Supplied material:
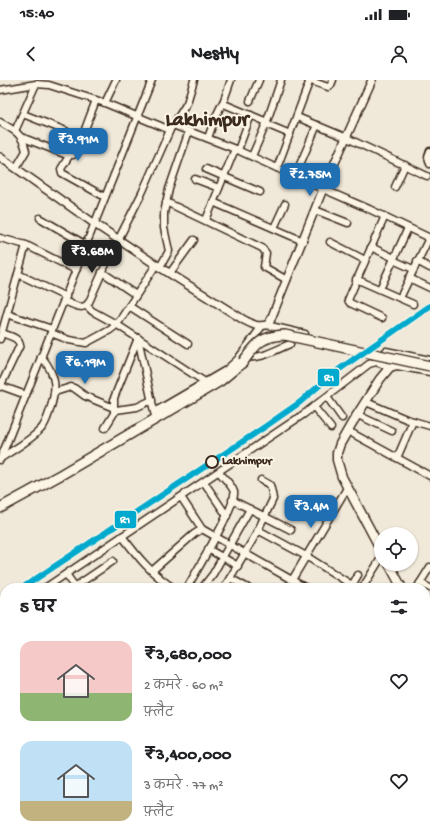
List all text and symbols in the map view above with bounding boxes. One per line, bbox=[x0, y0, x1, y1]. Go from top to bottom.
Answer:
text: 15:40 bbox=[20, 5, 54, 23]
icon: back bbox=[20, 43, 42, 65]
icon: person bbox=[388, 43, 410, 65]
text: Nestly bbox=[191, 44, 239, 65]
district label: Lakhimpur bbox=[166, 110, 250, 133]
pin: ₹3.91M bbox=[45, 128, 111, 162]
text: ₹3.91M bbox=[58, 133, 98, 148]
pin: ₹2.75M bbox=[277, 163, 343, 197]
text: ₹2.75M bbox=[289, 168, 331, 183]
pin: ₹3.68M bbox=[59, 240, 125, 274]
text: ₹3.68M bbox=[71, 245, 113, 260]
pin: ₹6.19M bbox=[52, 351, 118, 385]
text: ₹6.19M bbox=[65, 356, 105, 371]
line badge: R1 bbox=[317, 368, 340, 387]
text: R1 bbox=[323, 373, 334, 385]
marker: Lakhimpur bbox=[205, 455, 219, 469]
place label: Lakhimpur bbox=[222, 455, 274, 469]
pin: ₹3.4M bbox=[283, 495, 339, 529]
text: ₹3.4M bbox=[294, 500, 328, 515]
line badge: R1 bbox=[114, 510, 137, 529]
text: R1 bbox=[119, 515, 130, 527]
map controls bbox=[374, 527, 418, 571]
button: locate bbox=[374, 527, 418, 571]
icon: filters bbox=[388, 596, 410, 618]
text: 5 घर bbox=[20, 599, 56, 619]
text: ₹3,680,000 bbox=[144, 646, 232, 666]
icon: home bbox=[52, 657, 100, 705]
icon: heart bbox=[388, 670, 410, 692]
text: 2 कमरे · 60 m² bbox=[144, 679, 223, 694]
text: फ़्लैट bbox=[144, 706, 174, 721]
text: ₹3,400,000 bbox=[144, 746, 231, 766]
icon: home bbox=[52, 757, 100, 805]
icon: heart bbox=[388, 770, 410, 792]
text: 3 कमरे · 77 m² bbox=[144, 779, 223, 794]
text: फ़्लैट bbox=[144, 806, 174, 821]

Task directions: Lines containing the string "heart" in the entries above should be counted. State that number alone.

Finished task: 2